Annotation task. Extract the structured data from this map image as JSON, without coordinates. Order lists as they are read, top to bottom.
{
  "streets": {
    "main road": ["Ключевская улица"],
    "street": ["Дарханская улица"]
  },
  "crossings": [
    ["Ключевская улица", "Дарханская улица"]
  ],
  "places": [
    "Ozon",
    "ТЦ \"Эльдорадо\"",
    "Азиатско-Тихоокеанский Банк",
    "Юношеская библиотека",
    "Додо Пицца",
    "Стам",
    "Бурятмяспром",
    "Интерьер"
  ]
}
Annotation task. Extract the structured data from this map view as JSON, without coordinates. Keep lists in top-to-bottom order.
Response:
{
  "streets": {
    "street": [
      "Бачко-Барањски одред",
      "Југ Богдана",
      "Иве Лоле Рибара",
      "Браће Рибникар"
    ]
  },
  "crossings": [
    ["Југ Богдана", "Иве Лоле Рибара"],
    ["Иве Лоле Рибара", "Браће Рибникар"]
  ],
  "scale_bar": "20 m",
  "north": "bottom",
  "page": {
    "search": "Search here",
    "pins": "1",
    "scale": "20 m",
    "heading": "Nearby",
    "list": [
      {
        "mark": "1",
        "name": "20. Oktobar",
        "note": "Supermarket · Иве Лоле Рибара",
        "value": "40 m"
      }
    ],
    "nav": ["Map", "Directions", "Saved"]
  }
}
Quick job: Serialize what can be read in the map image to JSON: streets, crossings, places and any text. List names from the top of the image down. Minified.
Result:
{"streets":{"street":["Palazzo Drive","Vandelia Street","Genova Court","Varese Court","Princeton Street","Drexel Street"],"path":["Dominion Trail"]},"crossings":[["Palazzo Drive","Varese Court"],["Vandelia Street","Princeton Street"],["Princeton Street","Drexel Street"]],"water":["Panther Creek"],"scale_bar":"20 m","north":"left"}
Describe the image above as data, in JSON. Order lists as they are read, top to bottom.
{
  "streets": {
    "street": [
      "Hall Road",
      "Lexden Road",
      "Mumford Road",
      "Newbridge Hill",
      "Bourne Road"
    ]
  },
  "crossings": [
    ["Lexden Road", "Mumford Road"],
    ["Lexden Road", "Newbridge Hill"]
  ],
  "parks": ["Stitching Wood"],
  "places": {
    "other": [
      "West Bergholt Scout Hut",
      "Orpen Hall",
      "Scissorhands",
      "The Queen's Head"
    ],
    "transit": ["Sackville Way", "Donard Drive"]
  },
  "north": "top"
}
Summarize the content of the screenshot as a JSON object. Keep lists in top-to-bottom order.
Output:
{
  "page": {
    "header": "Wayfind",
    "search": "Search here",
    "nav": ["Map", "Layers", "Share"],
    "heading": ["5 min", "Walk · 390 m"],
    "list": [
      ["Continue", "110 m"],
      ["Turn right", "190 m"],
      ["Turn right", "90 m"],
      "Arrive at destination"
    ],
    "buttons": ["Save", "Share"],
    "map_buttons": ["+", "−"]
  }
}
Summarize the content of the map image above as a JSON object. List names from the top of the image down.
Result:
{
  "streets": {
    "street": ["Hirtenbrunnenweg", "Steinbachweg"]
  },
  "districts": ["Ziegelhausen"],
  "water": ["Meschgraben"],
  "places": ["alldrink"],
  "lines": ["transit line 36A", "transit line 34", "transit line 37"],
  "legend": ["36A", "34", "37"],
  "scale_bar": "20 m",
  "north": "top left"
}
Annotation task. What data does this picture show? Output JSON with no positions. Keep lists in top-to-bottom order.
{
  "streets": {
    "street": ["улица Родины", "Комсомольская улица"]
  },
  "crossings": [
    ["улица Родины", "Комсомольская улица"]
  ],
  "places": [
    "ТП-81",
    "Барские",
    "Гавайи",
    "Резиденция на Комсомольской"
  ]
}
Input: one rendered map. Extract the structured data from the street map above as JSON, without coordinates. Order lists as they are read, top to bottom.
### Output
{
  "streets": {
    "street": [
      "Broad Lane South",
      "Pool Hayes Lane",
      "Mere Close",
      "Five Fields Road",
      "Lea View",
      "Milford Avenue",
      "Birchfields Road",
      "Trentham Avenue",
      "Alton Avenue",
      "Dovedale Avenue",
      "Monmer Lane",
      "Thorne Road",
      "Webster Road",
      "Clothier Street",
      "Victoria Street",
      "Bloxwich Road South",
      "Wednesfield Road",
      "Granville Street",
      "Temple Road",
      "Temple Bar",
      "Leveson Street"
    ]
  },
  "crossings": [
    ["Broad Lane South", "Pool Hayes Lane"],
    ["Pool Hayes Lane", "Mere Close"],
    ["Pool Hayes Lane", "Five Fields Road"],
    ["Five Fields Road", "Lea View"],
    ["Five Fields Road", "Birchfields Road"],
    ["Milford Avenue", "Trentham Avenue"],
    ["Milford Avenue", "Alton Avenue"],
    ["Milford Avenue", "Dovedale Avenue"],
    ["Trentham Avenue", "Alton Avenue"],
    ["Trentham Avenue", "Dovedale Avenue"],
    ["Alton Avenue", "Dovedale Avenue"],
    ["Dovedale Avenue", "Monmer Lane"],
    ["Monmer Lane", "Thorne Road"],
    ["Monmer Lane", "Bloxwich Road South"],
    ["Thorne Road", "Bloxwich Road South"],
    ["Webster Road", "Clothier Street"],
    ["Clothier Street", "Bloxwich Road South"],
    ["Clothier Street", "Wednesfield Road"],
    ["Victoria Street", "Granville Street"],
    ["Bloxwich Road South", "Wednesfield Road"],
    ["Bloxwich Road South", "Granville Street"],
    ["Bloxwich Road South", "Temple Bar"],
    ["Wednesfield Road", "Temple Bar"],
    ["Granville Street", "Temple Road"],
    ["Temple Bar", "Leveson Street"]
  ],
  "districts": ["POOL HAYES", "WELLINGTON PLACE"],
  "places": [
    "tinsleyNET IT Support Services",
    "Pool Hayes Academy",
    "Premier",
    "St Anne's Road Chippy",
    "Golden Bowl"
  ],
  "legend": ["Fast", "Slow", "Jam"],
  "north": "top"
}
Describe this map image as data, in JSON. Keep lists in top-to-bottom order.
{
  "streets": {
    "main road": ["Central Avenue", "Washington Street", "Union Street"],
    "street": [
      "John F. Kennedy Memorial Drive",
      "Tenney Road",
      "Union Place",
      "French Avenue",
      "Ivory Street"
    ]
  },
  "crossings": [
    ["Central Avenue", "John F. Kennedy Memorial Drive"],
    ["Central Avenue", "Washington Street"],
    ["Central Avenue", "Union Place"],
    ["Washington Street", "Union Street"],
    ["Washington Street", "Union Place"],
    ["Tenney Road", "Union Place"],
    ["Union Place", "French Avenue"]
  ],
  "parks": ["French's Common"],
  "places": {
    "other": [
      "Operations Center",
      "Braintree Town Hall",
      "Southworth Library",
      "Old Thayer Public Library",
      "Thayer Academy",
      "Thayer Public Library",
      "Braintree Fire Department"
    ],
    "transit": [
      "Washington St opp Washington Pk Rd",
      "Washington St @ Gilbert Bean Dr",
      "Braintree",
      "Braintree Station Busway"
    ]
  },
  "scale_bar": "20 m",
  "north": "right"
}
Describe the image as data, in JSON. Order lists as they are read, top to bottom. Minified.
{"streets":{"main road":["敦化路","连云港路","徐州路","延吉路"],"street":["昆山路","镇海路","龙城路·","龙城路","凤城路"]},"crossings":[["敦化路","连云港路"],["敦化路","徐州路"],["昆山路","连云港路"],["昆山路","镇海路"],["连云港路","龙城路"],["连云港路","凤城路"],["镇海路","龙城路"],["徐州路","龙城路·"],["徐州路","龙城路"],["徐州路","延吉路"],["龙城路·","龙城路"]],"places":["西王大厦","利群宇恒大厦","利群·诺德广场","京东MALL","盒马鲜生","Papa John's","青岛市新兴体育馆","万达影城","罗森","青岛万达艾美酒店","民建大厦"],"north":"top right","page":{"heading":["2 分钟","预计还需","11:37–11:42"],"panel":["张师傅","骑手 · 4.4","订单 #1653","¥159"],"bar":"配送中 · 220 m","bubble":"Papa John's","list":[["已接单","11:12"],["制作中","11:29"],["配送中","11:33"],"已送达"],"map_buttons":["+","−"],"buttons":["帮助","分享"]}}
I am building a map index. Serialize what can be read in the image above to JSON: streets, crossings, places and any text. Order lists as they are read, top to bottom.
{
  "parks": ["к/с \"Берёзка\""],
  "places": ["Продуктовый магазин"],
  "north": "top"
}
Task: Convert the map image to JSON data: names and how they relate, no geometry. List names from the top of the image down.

-- -- --

Scan the records above for the word "names". Copy each line that has it.

Quick job: Serialize what can be read in the map image to JSON: streets, crossings, places and any text. List names from the top of the image down. Minified.
Summarize the content of the map image above as a JSON object. List names from the top of the image down.
Task: Convert the map image to JSON data: names and how they relate, no geometry. List names from the top of the image down.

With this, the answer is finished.